In the listing below, print exactly the lines between the line holding "display:grid; grid-template-columns:32px 1fr" and the line holding "display:block; font-size:19px; white-space:nowrap", inclusive, and no more.

§

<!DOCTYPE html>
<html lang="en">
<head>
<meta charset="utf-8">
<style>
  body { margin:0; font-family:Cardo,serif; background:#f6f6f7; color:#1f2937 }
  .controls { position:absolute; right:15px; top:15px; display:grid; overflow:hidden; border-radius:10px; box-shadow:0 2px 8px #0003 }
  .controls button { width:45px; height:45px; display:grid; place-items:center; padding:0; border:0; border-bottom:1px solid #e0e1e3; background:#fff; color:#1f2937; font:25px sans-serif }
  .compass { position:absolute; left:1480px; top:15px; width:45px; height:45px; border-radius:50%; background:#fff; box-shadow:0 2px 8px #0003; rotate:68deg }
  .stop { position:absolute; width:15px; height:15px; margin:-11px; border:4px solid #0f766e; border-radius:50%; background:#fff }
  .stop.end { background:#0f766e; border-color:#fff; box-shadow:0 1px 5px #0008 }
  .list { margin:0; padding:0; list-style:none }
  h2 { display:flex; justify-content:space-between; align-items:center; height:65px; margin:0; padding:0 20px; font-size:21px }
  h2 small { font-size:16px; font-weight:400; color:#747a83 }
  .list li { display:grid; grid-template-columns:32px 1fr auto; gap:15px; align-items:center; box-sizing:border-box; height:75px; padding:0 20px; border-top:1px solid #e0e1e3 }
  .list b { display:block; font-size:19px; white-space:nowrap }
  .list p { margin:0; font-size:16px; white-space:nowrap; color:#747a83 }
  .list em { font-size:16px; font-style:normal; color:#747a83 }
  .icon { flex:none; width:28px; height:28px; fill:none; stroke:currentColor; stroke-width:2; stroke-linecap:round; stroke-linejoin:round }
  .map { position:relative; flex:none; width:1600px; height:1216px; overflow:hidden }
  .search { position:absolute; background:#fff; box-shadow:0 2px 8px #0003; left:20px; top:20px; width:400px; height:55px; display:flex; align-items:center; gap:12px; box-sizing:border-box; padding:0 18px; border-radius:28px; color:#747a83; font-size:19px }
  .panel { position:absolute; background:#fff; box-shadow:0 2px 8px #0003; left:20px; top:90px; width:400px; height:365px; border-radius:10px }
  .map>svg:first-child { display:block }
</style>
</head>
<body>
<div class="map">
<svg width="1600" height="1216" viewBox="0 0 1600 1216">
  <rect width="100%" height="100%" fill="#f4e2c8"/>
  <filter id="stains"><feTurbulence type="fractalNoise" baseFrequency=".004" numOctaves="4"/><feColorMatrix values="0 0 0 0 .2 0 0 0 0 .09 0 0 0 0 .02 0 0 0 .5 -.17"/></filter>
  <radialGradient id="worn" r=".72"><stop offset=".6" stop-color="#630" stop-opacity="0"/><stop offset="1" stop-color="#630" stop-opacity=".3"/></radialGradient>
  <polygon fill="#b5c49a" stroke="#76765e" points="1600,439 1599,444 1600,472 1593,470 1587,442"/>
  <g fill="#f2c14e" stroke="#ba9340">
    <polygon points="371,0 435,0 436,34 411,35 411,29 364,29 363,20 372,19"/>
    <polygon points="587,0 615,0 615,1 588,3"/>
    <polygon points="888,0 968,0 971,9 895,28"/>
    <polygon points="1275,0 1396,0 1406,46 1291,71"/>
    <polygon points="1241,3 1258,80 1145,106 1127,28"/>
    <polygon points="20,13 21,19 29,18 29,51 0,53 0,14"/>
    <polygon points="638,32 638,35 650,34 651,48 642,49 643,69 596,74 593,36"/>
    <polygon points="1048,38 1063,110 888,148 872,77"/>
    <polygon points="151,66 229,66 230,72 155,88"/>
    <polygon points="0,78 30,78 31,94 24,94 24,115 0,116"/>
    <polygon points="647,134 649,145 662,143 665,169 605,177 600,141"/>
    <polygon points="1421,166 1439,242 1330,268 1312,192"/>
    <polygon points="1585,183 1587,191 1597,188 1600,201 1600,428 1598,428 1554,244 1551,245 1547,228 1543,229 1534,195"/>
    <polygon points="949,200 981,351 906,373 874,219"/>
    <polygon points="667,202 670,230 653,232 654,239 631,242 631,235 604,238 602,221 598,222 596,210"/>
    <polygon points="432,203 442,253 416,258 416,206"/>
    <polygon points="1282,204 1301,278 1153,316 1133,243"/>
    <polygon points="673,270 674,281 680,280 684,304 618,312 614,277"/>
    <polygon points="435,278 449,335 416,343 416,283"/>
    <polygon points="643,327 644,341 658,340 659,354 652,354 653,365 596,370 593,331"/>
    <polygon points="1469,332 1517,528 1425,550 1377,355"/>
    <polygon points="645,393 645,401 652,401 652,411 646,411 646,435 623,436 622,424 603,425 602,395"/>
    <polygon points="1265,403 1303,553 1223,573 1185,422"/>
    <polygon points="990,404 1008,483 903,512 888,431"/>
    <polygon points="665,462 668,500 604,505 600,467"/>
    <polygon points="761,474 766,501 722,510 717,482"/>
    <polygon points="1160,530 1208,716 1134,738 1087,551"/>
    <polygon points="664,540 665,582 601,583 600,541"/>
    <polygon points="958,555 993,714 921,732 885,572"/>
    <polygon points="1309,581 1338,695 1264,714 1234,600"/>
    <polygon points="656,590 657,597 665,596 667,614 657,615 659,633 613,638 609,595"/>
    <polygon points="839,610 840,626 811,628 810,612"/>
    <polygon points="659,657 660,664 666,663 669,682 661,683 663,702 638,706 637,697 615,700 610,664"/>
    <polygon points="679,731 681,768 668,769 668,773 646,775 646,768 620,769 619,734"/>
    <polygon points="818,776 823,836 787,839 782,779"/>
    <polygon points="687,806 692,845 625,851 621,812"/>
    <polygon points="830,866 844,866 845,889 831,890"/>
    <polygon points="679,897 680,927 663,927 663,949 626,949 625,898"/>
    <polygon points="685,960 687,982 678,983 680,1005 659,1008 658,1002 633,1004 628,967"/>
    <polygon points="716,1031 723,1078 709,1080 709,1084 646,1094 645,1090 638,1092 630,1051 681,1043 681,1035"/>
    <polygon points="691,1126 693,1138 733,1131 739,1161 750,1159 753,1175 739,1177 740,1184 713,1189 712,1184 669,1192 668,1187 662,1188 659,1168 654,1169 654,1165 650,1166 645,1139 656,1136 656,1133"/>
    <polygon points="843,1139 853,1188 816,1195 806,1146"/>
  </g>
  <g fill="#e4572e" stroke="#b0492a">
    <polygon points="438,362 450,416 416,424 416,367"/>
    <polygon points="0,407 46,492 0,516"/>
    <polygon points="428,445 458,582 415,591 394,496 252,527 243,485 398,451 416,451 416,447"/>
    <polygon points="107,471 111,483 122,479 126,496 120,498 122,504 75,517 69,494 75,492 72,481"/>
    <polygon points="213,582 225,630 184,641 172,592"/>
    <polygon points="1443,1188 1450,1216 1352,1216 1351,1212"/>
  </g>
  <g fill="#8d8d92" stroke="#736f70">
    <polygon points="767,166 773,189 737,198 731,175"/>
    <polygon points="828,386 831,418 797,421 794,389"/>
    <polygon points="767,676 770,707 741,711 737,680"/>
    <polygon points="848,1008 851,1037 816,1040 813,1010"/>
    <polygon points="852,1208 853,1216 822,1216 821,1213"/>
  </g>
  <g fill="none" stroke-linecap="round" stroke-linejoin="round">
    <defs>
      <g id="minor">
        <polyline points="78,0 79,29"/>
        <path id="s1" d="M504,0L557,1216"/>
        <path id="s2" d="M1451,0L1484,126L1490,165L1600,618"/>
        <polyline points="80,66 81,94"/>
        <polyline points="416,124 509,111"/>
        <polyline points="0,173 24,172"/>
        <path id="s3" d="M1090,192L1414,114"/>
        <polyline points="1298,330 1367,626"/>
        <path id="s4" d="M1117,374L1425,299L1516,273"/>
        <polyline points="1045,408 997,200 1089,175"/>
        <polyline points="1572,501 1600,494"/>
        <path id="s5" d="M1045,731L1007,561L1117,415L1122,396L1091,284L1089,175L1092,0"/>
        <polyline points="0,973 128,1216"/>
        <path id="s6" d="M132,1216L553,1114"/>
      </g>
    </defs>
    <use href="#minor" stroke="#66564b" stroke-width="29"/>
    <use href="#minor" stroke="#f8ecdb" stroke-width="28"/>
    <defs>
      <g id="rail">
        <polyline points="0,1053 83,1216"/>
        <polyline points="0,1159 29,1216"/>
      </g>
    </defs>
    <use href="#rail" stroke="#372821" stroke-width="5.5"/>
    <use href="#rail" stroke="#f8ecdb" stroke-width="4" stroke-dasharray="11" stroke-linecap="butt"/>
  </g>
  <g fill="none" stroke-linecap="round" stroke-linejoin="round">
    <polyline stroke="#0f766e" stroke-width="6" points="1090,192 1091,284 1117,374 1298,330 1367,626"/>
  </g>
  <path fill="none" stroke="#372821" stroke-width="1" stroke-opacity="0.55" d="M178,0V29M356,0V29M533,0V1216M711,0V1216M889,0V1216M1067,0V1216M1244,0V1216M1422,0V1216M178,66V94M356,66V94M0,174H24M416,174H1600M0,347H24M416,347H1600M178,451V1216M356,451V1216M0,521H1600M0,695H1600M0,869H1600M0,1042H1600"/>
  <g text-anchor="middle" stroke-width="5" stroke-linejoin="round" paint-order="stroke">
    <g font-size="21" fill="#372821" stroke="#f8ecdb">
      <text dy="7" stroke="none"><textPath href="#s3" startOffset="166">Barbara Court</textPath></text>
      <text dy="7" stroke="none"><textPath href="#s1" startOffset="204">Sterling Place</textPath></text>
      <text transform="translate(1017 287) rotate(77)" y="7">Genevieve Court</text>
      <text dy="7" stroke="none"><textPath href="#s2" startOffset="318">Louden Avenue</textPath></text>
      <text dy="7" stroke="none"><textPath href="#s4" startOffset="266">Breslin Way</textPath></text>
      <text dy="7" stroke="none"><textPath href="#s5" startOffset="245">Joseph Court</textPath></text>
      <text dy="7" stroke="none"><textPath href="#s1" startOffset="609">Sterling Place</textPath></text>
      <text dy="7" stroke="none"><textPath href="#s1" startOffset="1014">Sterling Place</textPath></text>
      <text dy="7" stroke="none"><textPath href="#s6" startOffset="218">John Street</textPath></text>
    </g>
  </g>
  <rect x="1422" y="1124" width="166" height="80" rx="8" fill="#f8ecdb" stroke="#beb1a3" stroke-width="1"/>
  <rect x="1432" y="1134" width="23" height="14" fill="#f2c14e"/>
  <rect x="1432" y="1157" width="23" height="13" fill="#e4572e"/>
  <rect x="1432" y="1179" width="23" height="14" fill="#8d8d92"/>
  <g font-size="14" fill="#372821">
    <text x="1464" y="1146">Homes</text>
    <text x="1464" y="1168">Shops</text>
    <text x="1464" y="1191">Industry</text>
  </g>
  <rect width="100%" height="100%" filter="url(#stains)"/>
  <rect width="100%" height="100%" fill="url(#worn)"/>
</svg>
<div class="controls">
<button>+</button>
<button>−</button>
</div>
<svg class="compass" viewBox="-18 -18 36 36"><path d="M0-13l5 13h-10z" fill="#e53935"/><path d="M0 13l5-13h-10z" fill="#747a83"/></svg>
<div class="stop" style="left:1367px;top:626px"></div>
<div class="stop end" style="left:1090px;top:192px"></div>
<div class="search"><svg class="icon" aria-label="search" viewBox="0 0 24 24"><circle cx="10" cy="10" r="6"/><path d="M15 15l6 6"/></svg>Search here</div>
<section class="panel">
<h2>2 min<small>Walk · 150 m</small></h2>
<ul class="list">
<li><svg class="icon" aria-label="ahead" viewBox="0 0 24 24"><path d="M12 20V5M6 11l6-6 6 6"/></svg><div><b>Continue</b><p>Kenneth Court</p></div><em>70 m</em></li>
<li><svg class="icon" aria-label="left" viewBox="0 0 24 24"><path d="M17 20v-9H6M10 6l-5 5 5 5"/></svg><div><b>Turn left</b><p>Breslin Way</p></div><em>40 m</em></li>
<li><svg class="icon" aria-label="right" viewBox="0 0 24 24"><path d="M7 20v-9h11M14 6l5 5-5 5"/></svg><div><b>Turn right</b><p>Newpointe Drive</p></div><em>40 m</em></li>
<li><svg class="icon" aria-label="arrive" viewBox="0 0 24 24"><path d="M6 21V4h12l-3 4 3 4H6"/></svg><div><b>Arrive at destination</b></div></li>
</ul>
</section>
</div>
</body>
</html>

§

Task output:
  .list li { display:grid; grid-template-columns:32px 1fr auto; gap:15px; align-items:center; box-sizing:border-box; height:75px; padding:0 20px; border-top:1px solid #e0e1e3 }
  .list b { display:block; font-size:19px; white-space:nowrap }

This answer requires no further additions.